Metro City director David Mariyun-Hay said now that management had been alerted to the incident he could confirm there was no requirement for wheelchair users to sign such a waiver and a staff member had deployed, in error, the procedure relating to injured patrons.
"The staff member has been reprimanded to ensure such an incident does not occur again," he said.
"Metro City is dedicated to ensuring that all patrons can enjoy their experience at the venue without fear of discrimination and are deeply disappointed that this incident has occurred. Metro City welcomes people with disabilities and has world class facilities to ensure all have a great concert experience."
He said management would ensure the situation was not repeated.
It's not the first time a Perth venue has come under fire for its treatment of disabled patrons.
Back in November, Perth woman Marina Nelson said she felt dehumanised and humiliated after being told by staff at a concert at nib Stadium she couldn't go onto to the dancefloor because her wheelchair would rip it up.
At the time acting chief executive of Venues West, Janis Carren, said the woman was a victim of misunderstanding.

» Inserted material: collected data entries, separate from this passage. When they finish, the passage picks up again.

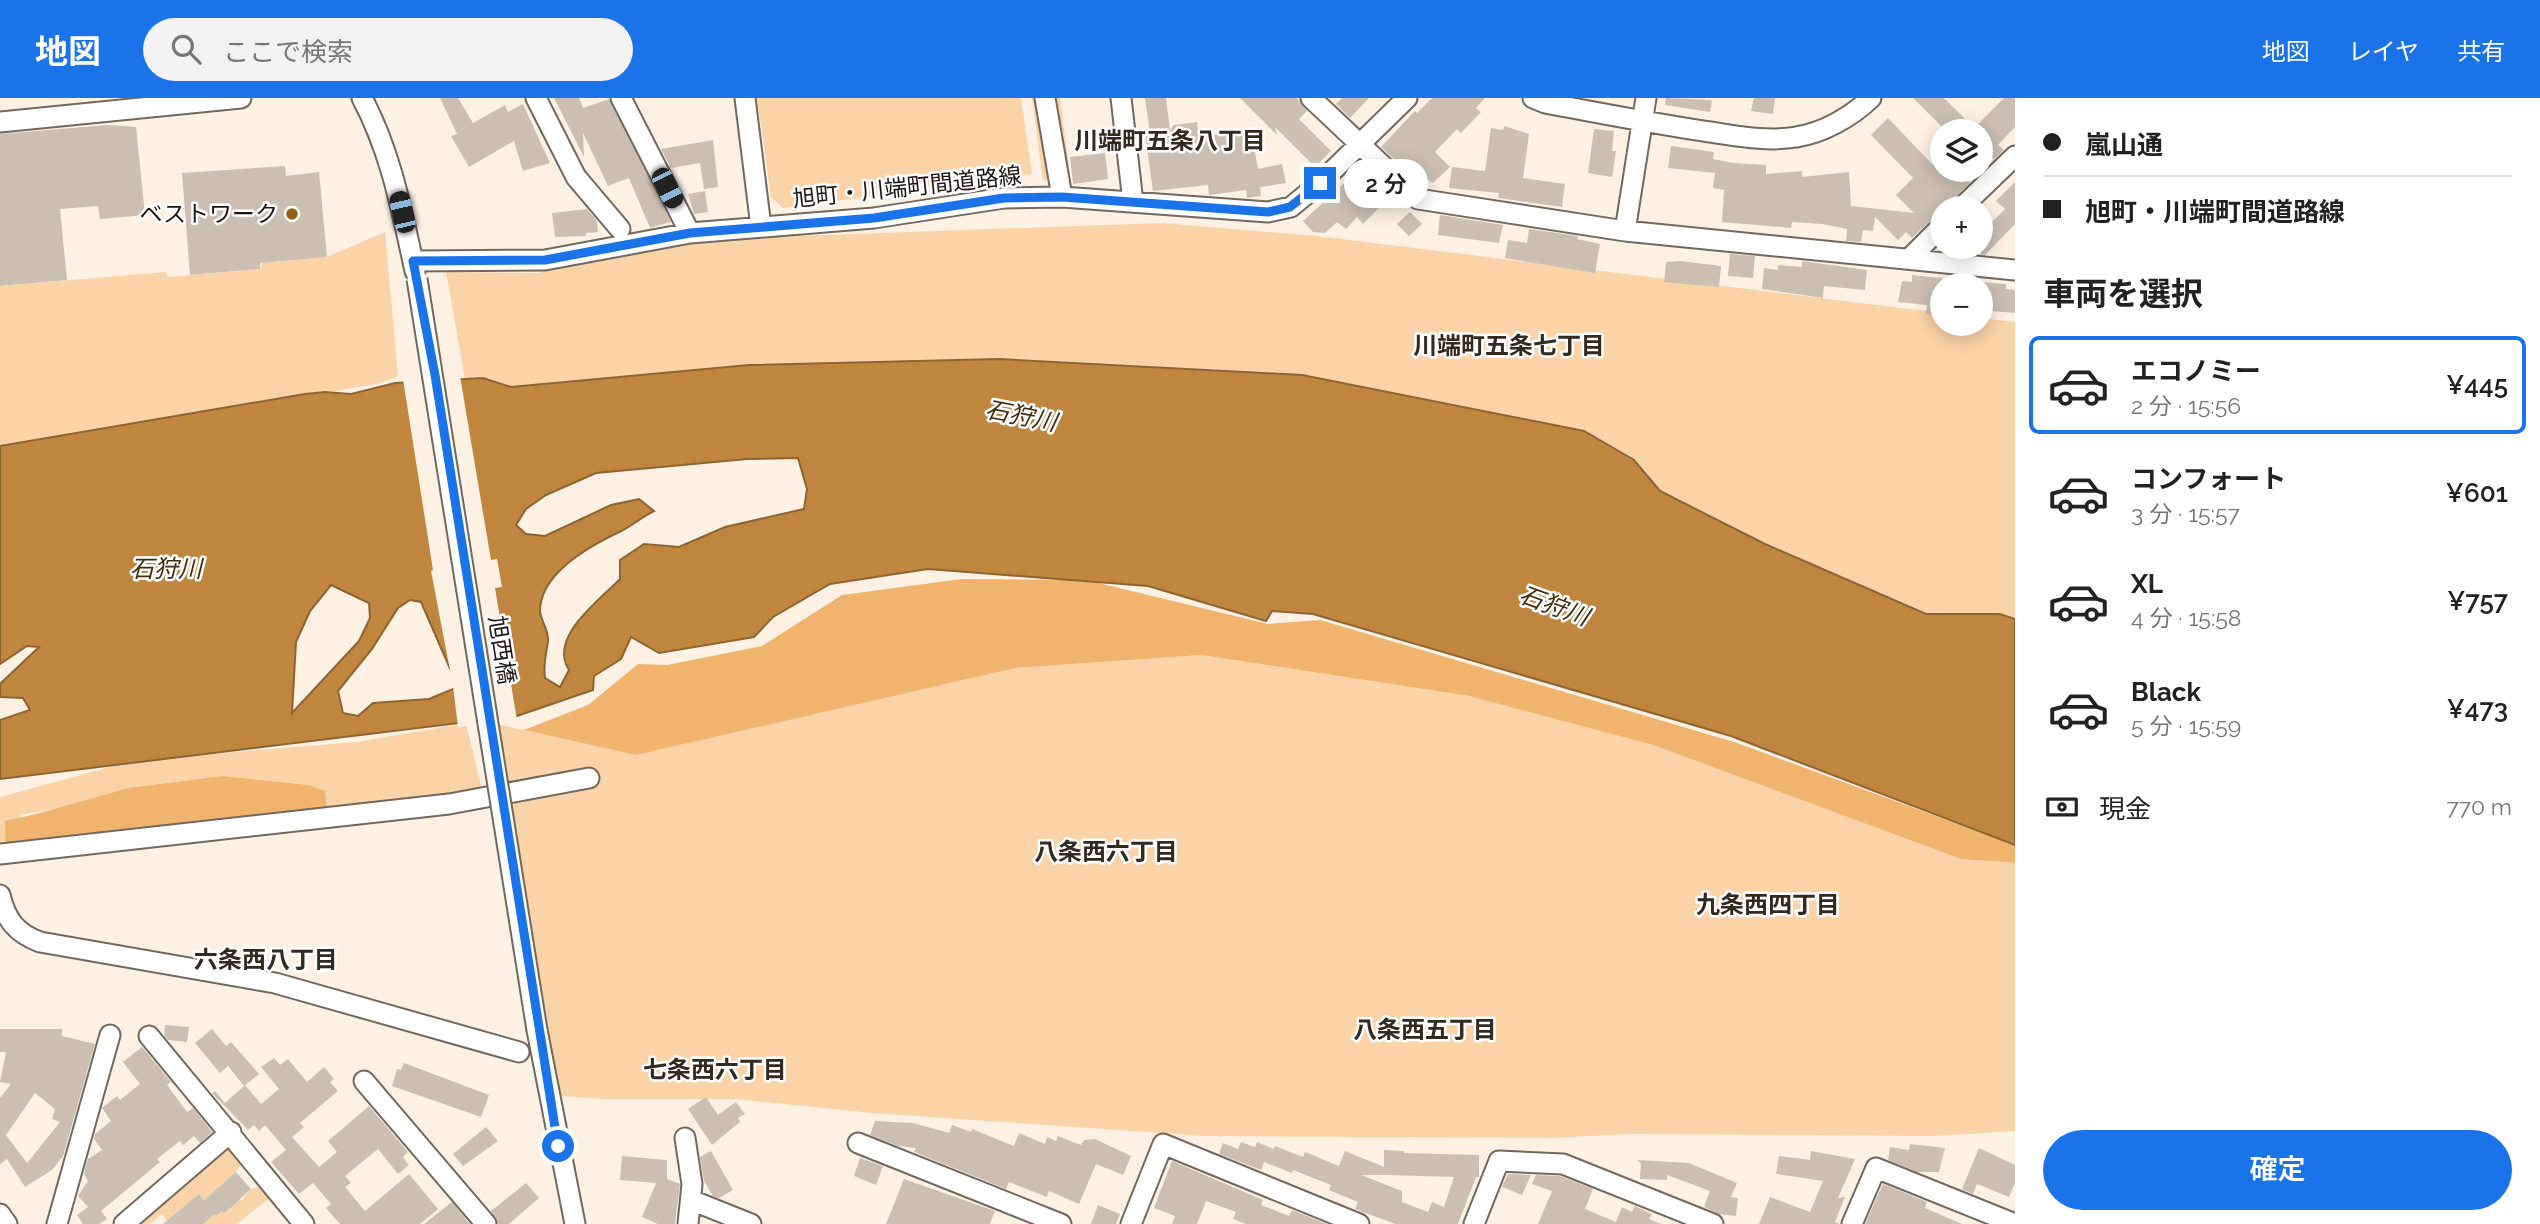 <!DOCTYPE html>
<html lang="ja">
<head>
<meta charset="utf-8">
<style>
  body { margin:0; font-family:Raleway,"Noto Sans JP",sans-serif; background:#f2f2f2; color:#222; height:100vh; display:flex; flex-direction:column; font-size:26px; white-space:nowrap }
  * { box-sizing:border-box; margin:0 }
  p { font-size:23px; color:#767676 }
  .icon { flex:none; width:38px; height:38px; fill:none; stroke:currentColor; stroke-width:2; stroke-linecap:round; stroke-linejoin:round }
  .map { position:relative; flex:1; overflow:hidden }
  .side { display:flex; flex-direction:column; background:#fff; width:525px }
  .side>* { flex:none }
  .hud { display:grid; align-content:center; height:154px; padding:0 28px; background:#fff }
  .fabs { position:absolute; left:1930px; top:21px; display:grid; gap:14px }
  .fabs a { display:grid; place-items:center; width:63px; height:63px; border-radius:50%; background:#fff; box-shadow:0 4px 18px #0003; font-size:35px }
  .end { position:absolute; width:32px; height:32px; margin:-16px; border:9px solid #1a73e8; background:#fff; box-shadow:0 0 0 4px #fff }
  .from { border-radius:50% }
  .bubble { position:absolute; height:49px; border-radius:24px; background:#fff; box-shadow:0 4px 18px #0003; font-size:23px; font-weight:600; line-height:49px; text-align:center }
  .car { position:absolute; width:21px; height:42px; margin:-21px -10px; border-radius:9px; box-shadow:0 0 5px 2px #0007; background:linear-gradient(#222 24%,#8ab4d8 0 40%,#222 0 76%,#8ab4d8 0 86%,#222 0) }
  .hud b { display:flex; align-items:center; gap:24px; height:66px; font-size:26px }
  .hud b+b { border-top:2px solid #e0e0e0 }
  .hud i { width:18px; height:18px; background:#222 }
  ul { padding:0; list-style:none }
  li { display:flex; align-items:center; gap:21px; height:98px; margin:0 14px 10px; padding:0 14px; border:4px solid transparent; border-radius:10px }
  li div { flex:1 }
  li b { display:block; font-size:26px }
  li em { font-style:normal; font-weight:600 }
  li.selected { border-color:#1a73e8 }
  li>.icon { width:63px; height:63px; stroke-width:1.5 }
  h2 { padding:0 28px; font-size:32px; line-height:84px }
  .pay { display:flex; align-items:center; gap:18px; height:77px; padding:0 28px; font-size:26px }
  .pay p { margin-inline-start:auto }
  .action { display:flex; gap:14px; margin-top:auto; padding:14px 28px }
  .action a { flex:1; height:80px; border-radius:42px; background:#1a73e8; color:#fff; font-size:28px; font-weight:600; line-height:80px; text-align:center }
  header { display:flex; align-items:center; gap:42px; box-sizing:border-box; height:98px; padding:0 35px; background:#1a73e8; color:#fff }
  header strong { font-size:33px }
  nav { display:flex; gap:38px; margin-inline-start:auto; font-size:24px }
  .search { width:490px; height:63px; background:#f2f2f2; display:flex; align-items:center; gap:18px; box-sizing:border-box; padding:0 24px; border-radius:38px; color:#767676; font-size:26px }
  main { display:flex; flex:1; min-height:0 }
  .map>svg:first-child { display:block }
</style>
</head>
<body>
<header>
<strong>地図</strong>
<div class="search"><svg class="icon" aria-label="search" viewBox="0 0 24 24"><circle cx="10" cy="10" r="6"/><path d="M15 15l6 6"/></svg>ここで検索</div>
<nav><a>地図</a><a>レイヤ</a><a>共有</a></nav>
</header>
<main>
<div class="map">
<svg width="2015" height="1126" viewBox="0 0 2015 1126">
  <rect width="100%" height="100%" fill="#fdf1e4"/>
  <path fill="#fad3a8" d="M757 0H1021L1032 76 783 110 771 99Z
    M1032 0H1060L1070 77 1043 82Z
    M1161 125 1317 138 1942 215V226H1981V220L2015 224V521L2000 516H1926L1765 446 1660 393 1634 362 1584 333 1454 309 999 261 749 267 511 289 483 280 465 281 446 174 538 175 686 142Z
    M385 134 398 278 377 286 0 348V188L166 174 168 179 260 171 265 155 273 164 327 159Z
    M1201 557 1469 598 1653 647 1961 761 2015 765V1033L1934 1038 1632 1036 1551 1040 1204 1038 872 1015 736 1001H605L548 997 488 624 636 657 1016 570Z
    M466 625 484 700 328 719 325 693 309 687 223 678 21 717 6 756H0V699L117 667 208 656 357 644Z
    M224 1040 243 1063 236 1074 204 1102 199 1096 167 1123 162 1116 150 1126H124Z
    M263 1087 272 1098 237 1126H195L213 1114 216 1118 222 1113 224 1116 231 1111 228 1107 237 1100 241 1103 251 1091Z"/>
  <path fill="#f0b46f" d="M962 481 1086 482 1268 526 1320 522 1734 644 2015 747V765L1961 761 1653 647 1469 598 1201 557 1016 570 636 657 524 632 588 607 638 566 667 567 762 548 842 497Z
    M223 678 309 687 325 693 328 719 6 756 5 723 36 716 129 690Z"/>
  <path fill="#c08640" stroke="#8e6432" stroke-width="2" fill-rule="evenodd" d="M999 261 1302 277 1584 333 1634 362 1660 393 1765 446 1926 516H2000L2015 521V747L1731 638 1313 516 1272 513 1266 523 1148 488 928 471 830 486 773 519 754 539 659 555 631 539 621 561 594 578 593 592 517 618 0 681V622L30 612 23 600 0 599V586L39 549 27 548 0 566V348L305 296 325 294 351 296 395 285 483 280 511 289 749 267ZM798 360 807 391 804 411 725 429 679 449 644 446 620 462V481C599 503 548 539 569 572L560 589 545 580C543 566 546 557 548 543 549 532 540 522 540 512 541 475 590 448 617 435 630 430 641 419 654 413L639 401 611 407 545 438 526 436 516 427 526 411 546 397 596 375 747 361ZM331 487 369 505 370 520 359 543 292 615 296 544 310 513ZM410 502 421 504 458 589 429 601 373 605 358 618 343 615 338 593 372 551 398 510Z"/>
  <path fill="#fdf1e4" d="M460 278 491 462 497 461 502 489 495 490 517 622 458 629 453 588 431 473 433 472 403 281Z"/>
  <path fill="#cbbfb3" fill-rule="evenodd" d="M440 0H458L473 25 505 7 508 14 523 6 550 65 523 73 514 43 469 69 451 38 457 36Z
    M554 0H579L583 10 609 1 671 124 650 130 629 80 608 88 583 35 584 59Z
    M1145 0H1166L1170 32 1174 27 1197 24 1199 39 1251 32 1258 71 1282 66 1286 85 1260 89 1261 98 1247 100 1246 92 1209 97 1208 87 1153 93 1145 36 1150 35Z
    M1240 0H1297L1307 13 1299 21 1331 53 1315 69 1275 29 1277 37Z
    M1342 0H1369L1350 20 1336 6Z
    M1432 0H1485L1476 10 1481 14 1461 35 1457 31 1435 54 1450 69 1433 85 1417 75 1413 79 1381 49 1415 13 1417 15Z
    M1666 0 1712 2 1710 14 1665 7Z
    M1754 0H1775L1773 16 1751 13Z
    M1913 0H1944L1974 30 2004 0H2015V29L1998 47 2004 52 1994 61 1981 48V33H1946Z
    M1888 20 1933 67 1942 58V72H1956L1970 85 1912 140 1906 134 1898 142 1875 119 1873 133 1863 132 1861 144 1846 143 1847 131 1822 126 1792 124 1791 130 1722 124 1724 92 1713 90 1715 75 1668 70 1671 48 1714 54 1713 61 1733 65 1766 67V76L1802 73V79L1849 74 1851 108 1914 115 1896 97 1913 80 1871 37Z
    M108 27 136 29 145 117 100 121 98 108 60 111 67 182 0 188V36Z
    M1504 28 1529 36 1523 80 1565 86 1562 109 1498 100 1499 95 1449 90 1452 69 1485 73 1491 30 1503 32Z
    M1594 31 1614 33 1612 53H1616L1612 79 1588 75Z
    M713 42 718 89 704 91 700 65 671 70 661 51Z
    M1105 55 1108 81 1073 86 1070 59Z
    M1364 67 1380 82 1367 94 1381 108 1363 126 1357 119 1346 131 1337 124 1325 135 1313 134 1303 123Z
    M285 68 286 78 319 74 327 159 260 165V171L190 177 182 75Z
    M2015 84V126L1985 157 1981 156V135L2005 111 1996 103Z
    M705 93 708 114 694 116 688 96Z
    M587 111 597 123 598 134 586 135V138L555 139 552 115Z
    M1410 114 1422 126 1409 138 1397 126Z
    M1440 117 1503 127 1499 145 1438 137Z
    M1529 131 1578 138 1577 141 1600 146 1595 175 1505 160 1508 142 1527 145Z
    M1730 156 1755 158 1753 180 1728 178Z
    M1681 163 1721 168 1719 189 1664 184 1666 164Z
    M1802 163 1867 172 1865 192 1824 188 1823 200 1762 191 1764 170 1778 172V167L1802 169Z
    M1912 177 1942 180V218L1926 216 1927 207 1898 204 1902 183 1912 184Z
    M1981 184 2006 186V191L2015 192V215L1981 212Z
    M165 927 189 929 187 944 168 942 164 937Z
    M0 931H62V938L95 946 63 1058 52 1072 25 1089 7 1061 0 1066V1000L11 986 0 984 6 954H0ZM35 995 55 1011 52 1021 60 1024 27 1065 6 1037Z
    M212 931 226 948 231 944 259 976 244 988 228 968 220 975 195 945Z
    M142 949 171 984 167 987 187 1014 193 1010 212 1034 200 1045 194 1038 183 1047 180 1043 157 1061 160 1064 101 1113 107 1121 99 1126H83L77 1117 88 1109 78 1098 88 1083 84 1076 88 1061 102 1052 94 1041 95 1036 111 1023 102 1010 117 998 120 1002 140 986 123 964Z
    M274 960 280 967 288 961 307 984 324 969 334 981 330 984 338 993 300 1025 304 1029 292 1039 319 1069 337 1054 328 1043 369 1008 408 1054 403 1059 409 1067 398 1076 378 1051 345 1078 351 1085 345 1089 365 1113 409 1076 438 1111 420 1126H340L326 1110 331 1106 313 1085 299 1096 271 1064 286 1052 265 1027 259 1033 254 1027 248 1032 212 995 215 993 225 1005 245 987 261 1006 279 991 261 969Z
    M404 965 489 997 481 1019 392 988 397 971 401 972Z
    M706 999 718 1017 736 1004 745 1016 738 1020 740 1024 712 1047 688 1011Z
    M875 1023 913 1025 949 1035 952 1027 971 1034 972 1031 1014 1048 1019 1035 1045 1046 1047 1039 1056 1043 1058 1038 1081 1047 1084 1042 1095 1041 1131 1058 1123 1077 1096 1066 1079 1106 1049 1093 1047 1099 1009 1084 1006 1091 914 1054 916 1050 898 1048 870 1037Z
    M486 1029 498 1043 463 1068 453 1056Z
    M1241 1044 1255 1049 1257 1044 1274 1051 1275 1048 1303 1059 1305 1054 1339 1068 1345 1053 1384 1069V1052L1404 1053V1055L1479 1057V1079H1476L1458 1126H1395L1355 1111 1358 1104 1329 1092 1331 1087 1293 1072 1292 1075 1264 1064 1261 1072 1219 1056 1223 1045 1238 1051ZM1361 1077H1388L1454 1079 1444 1109 1432 1104 1428 1114 1402 1104V1093Z
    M1910 1046 1945 1050 1939 1074H1917L1888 1062 1890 1049 1909 1052Z
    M1979 1050 2015 1067V1085L2009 1099 1977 1086 1973 1096 1962 1091Z
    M711 1053 733 1092 719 1100 713 1098 704 1083 700 1059Z
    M1811 1053 1855 1061 1838 1100 1845 1099 1835 1124 1839 1126H1759L1770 1099 1810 1114 1823 1083 1776 1076 1779 1058 1810 1062Z
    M622 1058 667 1062V1081L680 1086 675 1126H658L642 1119 656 1085 620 1082Z
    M860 1060 883 1068 876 1087 854 1078Z
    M1637 1062 1689 1065 1737 1085 1731 1099 1738 1100 1736 1118 1719 1116 1704 1109 1710 1093 1667 1077V1082L1640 1081 1641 1066Z
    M1172 1063 1263 1102 1261 1107 1289 1118 1292 1112 1327 1126H1246L1233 1121 1236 1114 1206 1103 1197 1126H1172L1175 1118 1154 1110Z
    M236 1074 251 1091 224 1116 222 1113 216 1118 214 1116 203 1126H163L199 1096 204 1102Z
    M1508 1076 1531 1077 1522 1097 1502 1089Z
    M1536 1077 1560 1078 1593 1091 1585 1111 1616 1124 1622 1109 1632 1114 1635 1108 1652 1116 1649 1121 1661 1126H1538L1552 1093 1532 1086Z
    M904 1081 995 1113 990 1126H886Z
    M526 1085 539 1100 509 1126H498L491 1113Z
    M1883 1086 1927 1104 1925 1110 1962 1126H1865Z
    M452 1104 470 1126H424Z
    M1098 1107 1120 1116 1116 1126H1091Z"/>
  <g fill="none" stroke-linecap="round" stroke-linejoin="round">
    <defs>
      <path id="minor" d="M362 0C391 54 402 114 415 173
        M536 0 576 79 620 131
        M621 0 690 135
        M745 0 761 129
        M1045 0 1062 99
        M1121 0 1133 104
        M1311 0 1418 101 1625 133 2015 172
        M1533 0 1545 5C1600 15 1655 26 1710 34 1738 38 1767 44 1796 39 1823 35 1851 19 1871 0
        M0 24 241 0
        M1961 110 2015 58
        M1625 133 1646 0
        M1910 160 1942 128
        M413 163 545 162 690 135 874 120 1004 100 1062 99 1268 114 1291 109 1320 85 1407 0
        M0 756 449 706 589 680
        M0 797C6 822 16 835 40 844L275 885 519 954
        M537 932 575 1126
        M149 938 304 1126
        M364 983 486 1126
        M685 1040 692 1086 688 1126
        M858 1045 1061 1126
        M691 1102 751 1126
        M0 1116 7 1126
        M57 1126 110 937
        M124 1126 231 1034
        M1131 1126 1163 1046 1359 1126
        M1474 1126 1499 1063 1563 1066 1713 1126
        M1852 1126 1876 1070 2015 1126"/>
    </defs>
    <use href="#minor" stroke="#73685d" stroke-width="23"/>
    <use href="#minor" stroke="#fff" stroke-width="19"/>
    <defs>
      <path id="minor-bridge" d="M417 181 537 932"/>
    </defs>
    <use href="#minor-bridge" stroke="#73685d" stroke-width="23" stroke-linecap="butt"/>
    <use href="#minor-bridge" stroke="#fff" stroke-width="19"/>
  </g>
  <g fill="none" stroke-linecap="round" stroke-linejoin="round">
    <path stroke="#1a73e8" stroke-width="9" d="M558 1048 435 277 413 163 545 162 690 135 874 120 1004 100 1062 99 1268 114 1290 109 1320 85"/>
  </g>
  <circle fill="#946015" stroke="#fff" stroke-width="2.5" cx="292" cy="116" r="7"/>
  <g text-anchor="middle" stroke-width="5" stroke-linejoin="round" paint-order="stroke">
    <g font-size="23" fill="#1a1511" stroke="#fff">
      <text transform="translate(907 89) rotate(-6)" y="8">旭町・川端町間道路線</text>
      <text transform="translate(502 552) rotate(81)" y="8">旭西橋</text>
    </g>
    <g font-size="23" fill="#1a1511" stroke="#fff" text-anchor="end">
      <text x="278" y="124">ベストワーク</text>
    </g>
    <g font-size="24" font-weight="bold" fill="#32291f" stroke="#fff">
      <text x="1170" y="51">川端町五条八丁目</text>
      <text x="1509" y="256">川端町五条七丁目</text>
      <text x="1106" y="762">八条西六丁目</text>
      <text x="1768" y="815">九条西四丁目</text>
      <text x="266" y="870">六条西八丁目</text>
      <text x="1425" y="940">八条西五丁目</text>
      <text x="715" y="980">七条西六丁目</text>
    </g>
    <g font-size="24" font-style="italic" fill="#432b0c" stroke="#fff">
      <text transform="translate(1021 318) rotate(11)" y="8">石狩川</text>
      <text x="166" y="479">石狩川</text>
      <text transform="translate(1554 508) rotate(20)" y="8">石狩川</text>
    </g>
  </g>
</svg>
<div class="fabs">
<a><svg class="icon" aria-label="layers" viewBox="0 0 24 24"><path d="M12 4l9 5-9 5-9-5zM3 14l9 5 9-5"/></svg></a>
<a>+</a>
<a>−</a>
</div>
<i class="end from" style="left:558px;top:1048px"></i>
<i class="end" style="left:1320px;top:85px"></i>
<div class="bubble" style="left:1344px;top:61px;width:84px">2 分</div>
<i class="car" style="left:667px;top:90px;rotate:153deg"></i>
<i class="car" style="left:402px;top:114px;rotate:347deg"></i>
</div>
<section class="side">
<div class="hud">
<b><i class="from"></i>嵐山通</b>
<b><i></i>旭町・川端町間道路線</b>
</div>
<h2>車両を選択</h2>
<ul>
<li class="selected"><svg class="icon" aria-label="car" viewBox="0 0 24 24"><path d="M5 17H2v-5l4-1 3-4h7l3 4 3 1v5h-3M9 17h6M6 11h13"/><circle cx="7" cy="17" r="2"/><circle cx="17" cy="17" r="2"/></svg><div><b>エコノミー</b><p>2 分 · 15:56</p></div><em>¥445</em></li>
<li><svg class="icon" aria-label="car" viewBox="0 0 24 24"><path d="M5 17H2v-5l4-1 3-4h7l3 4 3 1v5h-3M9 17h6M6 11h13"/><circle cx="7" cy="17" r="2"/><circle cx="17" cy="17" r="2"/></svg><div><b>コンフォート</b><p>3 分 · 15:57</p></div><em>¥601</em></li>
<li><svg class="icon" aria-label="car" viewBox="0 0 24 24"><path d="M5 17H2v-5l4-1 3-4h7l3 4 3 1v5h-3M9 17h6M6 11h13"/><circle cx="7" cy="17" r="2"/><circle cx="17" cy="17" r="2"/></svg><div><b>XL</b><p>4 分 · 15:58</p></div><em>¥757</em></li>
<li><svg class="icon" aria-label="car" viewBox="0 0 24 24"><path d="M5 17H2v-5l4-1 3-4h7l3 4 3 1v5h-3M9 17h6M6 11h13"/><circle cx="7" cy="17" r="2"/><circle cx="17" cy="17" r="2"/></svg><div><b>Black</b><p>5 分 · 15:59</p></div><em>¥473</em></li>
</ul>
<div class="pay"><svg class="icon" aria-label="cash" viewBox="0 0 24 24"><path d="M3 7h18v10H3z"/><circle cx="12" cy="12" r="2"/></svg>現金<p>770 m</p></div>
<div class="action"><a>確定</a></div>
</section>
</main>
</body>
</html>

The Australian Human Rights Commission's guide to buying goods and services says that under the Disability Discrimination Act, people with disabilities have the right to use services and facilities in the same way as people without disabilities, including theatres and other places of entertainment.
"The DDA makes it against the law for providers of goods, services and facilities to discriminate against a person because of his or her disability," it says.
"This means that providers of facilities cannot provide the facilities in an unfair manner."